Families containing two or more first- and/or second-degree relatives with EC are designated as showing "familial" cancer clustering. The term familial does not consider age of onset or extrauterine cancers, such as colorectal or ovarian cancer, which if found in combination with EC, are cardinal features of the Lynch syndrome (4). Subsets of familial EC, when pedigrees are more extensively studied, may, in fact, be found to be hereditary.
Hereditary EC, in contrast, is a more precise term that specifies a segregating model of EC transmission within a family pedigree, which is consistent with Mendelian autosomal dominant inheritance. Hereditary EC most commonly occurs in the Lynch syndrome, the cardinal features of which are shown in Table 1. Genetic susceptibility to EC in a specific family might be confirmed by identification of a cancer-associated germline mutation in a mismatch repair (MMR) gene, such as MSH2, MLH1, or MSH6 (2,3).
Hereditary site-specific occurrences of EC have been described (5).
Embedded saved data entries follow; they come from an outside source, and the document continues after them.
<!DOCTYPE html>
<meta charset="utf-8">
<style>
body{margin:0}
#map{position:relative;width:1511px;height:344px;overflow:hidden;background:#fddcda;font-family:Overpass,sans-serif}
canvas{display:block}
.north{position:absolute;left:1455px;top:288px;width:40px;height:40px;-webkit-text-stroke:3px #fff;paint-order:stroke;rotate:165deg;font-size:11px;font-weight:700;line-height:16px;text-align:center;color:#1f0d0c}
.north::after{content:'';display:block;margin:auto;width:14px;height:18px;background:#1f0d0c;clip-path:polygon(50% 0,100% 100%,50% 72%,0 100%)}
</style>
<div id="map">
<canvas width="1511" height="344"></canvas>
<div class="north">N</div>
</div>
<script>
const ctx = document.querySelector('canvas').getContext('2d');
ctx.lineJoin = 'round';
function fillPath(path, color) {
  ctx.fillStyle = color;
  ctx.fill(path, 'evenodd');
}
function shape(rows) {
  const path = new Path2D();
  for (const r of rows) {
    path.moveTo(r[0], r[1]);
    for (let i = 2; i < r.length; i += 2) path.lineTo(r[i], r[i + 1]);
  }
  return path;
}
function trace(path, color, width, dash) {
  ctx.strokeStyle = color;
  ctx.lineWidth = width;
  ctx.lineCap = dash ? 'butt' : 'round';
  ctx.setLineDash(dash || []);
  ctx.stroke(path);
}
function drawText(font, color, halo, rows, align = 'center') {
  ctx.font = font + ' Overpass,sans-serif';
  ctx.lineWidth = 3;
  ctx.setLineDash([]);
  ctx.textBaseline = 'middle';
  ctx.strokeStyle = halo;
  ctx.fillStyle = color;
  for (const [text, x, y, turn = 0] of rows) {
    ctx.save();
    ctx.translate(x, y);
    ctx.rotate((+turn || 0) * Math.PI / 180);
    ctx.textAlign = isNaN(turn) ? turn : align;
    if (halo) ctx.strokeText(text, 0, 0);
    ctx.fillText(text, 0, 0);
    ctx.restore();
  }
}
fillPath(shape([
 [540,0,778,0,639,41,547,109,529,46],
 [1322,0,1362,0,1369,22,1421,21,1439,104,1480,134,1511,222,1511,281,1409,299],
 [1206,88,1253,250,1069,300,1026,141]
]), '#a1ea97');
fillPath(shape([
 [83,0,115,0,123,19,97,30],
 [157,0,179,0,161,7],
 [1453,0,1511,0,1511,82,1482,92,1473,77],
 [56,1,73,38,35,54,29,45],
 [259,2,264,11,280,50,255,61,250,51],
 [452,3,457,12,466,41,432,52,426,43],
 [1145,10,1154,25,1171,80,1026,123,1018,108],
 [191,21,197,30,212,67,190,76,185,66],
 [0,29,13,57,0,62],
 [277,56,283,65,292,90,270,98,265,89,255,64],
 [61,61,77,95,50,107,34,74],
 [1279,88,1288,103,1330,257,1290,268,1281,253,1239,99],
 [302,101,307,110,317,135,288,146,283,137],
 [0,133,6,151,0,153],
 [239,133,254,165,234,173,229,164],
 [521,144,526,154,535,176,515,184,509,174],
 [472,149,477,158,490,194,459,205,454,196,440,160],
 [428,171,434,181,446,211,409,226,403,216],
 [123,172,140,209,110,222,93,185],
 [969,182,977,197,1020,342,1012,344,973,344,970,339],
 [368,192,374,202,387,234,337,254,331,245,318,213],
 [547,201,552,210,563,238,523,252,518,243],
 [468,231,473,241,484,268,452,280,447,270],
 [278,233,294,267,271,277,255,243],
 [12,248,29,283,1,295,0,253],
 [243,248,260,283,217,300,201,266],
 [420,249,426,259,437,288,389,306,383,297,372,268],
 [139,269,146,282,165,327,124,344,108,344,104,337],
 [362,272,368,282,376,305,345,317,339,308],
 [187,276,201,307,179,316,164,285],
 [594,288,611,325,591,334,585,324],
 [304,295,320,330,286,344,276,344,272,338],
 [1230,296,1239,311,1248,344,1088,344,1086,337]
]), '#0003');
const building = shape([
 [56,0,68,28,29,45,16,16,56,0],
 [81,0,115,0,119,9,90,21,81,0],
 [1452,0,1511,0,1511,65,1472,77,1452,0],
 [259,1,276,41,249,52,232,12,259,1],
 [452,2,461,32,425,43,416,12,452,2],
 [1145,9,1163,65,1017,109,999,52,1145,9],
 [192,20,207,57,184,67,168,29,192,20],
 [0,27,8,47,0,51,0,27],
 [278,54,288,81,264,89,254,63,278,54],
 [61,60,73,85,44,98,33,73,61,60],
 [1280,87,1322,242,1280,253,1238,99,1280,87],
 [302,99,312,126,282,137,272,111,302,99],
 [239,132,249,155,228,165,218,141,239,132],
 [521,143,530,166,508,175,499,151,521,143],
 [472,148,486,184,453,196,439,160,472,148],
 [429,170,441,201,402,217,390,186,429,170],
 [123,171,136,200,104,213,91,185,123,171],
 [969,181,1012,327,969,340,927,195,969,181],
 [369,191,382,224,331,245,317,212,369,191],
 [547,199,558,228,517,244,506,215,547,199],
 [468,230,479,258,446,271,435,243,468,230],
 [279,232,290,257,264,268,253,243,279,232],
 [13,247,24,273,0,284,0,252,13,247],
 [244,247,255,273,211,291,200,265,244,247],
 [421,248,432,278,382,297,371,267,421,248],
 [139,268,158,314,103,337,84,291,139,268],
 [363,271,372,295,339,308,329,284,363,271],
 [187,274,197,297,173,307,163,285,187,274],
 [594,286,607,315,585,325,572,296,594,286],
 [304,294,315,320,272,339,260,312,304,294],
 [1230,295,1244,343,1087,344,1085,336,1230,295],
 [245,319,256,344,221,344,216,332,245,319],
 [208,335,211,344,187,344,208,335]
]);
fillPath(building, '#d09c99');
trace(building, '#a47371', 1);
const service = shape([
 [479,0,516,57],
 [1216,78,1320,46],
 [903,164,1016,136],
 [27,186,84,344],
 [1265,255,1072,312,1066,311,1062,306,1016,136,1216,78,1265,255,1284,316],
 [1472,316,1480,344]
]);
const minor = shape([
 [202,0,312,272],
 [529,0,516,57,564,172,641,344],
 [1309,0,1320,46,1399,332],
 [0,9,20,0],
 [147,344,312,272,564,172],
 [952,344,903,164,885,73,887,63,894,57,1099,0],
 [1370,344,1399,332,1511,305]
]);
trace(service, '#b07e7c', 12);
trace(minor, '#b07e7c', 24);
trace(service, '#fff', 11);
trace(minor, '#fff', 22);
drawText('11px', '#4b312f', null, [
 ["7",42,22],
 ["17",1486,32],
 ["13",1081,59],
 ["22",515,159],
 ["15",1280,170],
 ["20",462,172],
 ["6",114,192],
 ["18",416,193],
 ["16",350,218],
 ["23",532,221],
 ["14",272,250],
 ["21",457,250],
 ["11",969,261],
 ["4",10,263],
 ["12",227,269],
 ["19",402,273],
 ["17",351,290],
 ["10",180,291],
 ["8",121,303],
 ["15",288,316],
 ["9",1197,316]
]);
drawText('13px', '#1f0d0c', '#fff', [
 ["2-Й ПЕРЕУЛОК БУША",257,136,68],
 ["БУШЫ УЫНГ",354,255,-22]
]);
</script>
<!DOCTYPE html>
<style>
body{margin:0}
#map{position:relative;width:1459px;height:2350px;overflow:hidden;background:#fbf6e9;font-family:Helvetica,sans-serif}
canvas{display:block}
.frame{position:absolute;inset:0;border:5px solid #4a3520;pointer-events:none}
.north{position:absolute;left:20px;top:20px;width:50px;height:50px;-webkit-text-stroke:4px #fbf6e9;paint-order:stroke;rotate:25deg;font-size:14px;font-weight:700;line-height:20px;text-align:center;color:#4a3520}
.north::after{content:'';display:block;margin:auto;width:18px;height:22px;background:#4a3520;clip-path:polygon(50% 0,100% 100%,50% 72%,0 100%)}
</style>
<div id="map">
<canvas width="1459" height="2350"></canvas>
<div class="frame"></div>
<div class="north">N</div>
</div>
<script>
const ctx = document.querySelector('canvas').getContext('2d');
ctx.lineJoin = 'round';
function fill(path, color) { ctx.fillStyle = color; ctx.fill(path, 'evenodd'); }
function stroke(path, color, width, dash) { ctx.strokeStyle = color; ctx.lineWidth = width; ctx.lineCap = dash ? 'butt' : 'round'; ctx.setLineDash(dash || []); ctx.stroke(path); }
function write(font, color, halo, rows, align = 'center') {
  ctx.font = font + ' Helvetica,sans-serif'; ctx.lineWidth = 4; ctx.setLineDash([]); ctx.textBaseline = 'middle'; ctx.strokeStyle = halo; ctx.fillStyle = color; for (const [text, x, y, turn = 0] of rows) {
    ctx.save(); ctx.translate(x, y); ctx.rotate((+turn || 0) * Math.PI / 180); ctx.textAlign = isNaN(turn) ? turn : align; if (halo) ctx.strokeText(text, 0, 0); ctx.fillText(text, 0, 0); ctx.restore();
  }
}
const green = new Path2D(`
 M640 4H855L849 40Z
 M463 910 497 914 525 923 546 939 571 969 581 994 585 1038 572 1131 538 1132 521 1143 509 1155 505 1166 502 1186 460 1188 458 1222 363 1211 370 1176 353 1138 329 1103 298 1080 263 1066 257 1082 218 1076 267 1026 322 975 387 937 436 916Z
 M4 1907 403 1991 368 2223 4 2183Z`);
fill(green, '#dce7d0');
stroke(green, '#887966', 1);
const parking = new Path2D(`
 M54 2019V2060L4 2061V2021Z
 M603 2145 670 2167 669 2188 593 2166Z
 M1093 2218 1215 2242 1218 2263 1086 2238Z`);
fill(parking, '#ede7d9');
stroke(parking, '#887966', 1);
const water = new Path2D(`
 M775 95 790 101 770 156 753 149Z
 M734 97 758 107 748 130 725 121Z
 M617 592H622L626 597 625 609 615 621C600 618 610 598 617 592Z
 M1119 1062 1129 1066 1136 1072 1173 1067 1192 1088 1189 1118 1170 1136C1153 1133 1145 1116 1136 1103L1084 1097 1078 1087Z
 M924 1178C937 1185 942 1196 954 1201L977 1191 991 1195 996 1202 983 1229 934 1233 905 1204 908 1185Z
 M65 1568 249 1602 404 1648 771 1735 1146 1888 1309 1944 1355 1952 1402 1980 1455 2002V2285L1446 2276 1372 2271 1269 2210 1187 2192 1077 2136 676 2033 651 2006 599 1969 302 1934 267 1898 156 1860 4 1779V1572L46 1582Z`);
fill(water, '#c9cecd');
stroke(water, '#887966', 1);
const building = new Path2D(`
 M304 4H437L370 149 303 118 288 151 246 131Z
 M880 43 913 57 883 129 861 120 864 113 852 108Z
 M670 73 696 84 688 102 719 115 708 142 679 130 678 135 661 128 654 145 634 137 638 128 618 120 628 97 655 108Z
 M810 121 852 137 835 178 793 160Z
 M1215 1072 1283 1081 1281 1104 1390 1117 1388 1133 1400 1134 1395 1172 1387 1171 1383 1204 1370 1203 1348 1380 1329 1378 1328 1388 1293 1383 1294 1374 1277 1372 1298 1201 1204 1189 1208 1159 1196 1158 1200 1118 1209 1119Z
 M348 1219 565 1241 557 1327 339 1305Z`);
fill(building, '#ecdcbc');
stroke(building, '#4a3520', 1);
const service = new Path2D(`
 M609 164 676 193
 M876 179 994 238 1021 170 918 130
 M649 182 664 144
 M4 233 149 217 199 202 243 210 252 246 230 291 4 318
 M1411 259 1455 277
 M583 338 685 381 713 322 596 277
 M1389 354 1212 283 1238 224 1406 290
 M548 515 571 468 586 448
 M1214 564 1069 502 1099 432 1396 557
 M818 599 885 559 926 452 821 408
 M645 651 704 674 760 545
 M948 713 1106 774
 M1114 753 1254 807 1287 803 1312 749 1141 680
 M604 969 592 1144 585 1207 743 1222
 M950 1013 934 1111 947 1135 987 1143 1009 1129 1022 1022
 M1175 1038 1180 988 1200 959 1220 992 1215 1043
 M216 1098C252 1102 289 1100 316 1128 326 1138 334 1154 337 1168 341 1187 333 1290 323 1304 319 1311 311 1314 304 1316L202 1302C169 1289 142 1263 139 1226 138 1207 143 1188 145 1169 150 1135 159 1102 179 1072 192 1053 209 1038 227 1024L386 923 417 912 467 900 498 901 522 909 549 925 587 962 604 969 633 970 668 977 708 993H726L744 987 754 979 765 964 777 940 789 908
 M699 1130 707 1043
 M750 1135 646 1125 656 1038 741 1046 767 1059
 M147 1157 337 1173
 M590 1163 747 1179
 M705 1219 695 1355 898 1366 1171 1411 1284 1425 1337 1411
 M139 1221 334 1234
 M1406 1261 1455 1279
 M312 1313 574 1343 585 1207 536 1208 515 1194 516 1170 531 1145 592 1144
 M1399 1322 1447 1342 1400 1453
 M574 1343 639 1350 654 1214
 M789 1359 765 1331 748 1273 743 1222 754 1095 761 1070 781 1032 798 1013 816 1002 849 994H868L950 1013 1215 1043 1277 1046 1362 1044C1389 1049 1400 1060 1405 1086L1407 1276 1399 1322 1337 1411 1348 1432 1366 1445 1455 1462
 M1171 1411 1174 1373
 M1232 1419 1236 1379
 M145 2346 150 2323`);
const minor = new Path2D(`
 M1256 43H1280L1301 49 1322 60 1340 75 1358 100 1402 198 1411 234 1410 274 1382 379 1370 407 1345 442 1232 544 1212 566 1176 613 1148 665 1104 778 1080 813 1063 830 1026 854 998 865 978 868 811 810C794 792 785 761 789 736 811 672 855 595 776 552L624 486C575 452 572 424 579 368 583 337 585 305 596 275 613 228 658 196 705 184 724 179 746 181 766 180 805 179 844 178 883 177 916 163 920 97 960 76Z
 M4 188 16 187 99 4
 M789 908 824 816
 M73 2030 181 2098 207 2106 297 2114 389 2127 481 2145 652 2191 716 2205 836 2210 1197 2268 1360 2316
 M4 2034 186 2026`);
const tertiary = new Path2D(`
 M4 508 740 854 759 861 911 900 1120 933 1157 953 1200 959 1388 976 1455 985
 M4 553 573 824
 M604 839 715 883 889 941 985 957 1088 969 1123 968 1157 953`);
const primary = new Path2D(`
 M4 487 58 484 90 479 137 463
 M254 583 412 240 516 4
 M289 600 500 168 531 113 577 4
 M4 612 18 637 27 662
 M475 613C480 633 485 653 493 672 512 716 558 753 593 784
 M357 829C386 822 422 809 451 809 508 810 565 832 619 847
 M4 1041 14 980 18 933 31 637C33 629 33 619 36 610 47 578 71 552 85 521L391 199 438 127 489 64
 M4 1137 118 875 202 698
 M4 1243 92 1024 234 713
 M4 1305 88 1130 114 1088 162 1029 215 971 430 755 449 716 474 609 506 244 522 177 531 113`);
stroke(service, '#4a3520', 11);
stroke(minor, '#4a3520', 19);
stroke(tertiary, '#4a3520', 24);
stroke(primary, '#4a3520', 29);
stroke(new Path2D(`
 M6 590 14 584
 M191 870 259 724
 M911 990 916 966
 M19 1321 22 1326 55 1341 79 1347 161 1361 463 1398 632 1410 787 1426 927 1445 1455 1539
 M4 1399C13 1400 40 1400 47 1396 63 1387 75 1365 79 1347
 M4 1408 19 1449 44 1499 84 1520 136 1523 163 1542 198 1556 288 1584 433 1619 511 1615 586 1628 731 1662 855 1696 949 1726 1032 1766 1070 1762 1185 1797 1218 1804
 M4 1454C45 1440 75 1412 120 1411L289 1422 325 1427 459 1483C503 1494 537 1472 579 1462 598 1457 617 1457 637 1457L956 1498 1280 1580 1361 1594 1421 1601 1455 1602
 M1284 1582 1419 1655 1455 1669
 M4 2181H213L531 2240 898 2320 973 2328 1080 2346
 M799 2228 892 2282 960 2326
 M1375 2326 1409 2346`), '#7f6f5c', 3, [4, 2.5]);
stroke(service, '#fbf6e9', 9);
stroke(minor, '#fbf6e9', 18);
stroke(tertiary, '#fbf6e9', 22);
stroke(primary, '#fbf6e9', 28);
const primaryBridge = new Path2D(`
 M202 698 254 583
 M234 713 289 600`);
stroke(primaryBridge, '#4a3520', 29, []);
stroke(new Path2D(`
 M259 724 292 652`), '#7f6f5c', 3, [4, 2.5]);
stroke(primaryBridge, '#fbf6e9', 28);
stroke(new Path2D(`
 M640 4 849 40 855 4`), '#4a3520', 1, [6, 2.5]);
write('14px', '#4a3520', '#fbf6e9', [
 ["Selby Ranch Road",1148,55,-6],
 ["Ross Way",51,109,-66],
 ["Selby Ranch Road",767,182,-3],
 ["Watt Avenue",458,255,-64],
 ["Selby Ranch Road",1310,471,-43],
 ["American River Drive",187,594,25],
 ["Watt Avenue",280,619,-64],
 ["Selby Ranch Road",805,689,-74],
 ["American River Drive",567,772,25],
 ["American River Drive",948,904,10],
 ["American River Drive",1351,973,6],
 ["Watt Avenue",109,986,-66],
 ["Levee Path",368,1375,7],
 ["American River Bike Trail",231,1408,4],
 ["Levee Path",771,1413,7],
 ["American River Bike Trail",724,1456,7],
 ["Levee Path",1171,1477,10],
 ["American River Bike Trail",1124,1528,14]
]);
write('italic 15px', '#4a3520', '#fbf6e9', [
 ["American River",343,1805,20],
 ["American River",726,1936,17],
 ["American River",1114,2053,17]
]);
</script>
However, when diagnosing this so-called "genetic entity," one must constantly search for features of known hereditary syndromes. For example, Fig. 2 is the pedigree of a family in which EC has occurred in three generations (II-3, III-7, and III-10, as IV-5). But notice the later age of onset in the progenitor (II-3) and her sister (II-4), and also ovarian cancer in two individuals (III-4 and IV-8) and breast carcinoma in the proband (III-10).
• Earlier average age of CRC onset than in the general population; the average age of CRC onset in HNPCC is approx 45 years, whereas the average age of onset in sporadic CRC is approx 63 years
• Proximal colon involvement (70% of CRCs arise proximal to the splenic flexure)
• A significant excess of synchronous and metachronous CRCs (approx 25-30% among patients having a second primary CRC within 10 years of surgical resection for initial CRC, if the surgery was anything less than a subtotal colectomy)
• Autosomal dominant inheritance pattern
• Increased risk for malignancy at certain extracolonic sites, foremost of which is endometrial carcinoma, followed by carcinoma of the ovary, stomach, small bowel, hepatobiliary tract, pancreas, upper uro-epithelial tract, and brain
• CRC tumors in HNPCC are more often poorly differentiated, with an excess of mucoid and signet-cell features, show a Crohn's-like reaction, and contain a significant excess of infiltrating lymphocytes within the tumor. MSI is found in most CRC tumors in the Lynch syndrome
• Increased survival from CRC
• Accelerated carcinogenesis and interval CRC; a tiny adenoma may emerge into a carcinoma within 2-3 years, as opposed to 8-10 years in the general population
• Sebaceous adenomas, sebaceous carcinomas, and multiple keratoacanthomas in the Muir-Torre syndrome variant of Lynch syndrome
• The sine qua non, the identification of a germline MMR mutation segregating with syndrome-affected individuals in the family
This raises questions as to whether Lynch syndrome or another hereditary cancer disorder, such as the hereditary breast-ovarian cancer syndrome (6,7) can be dealt with.
EC may occur with other genital cancers, such as ovarian or tubal carcinomas, perhaps as a part of a Mullerian field effect. But with the exception of colorectal carcinomas (8) in the Lynch syndrome, the occurrence with any nongenital malignancy is distinctly uncommon. The lifetime risk of EC in carriers of a Lynch syndrome germline mutation is 40-60% (8,9), whereas Lynch syndrome-related hereditary ECs constitute an estimated 7% of the total number of endometrial malignancies (2,3). Other rare instances of hereditary ECs include Cowden's syndrome, linked to PTEN mutations in chromosome 10, and characterized by autosomal dominant inheritance, multiple hamar-tomatous lesions, and carcinomas of endometrium, breast, and ovaries (10-12). There has also been an anecdotal report of lymphomas with endometrial and ovarian cancers observed in two relatives in the direct genetic lineage (5).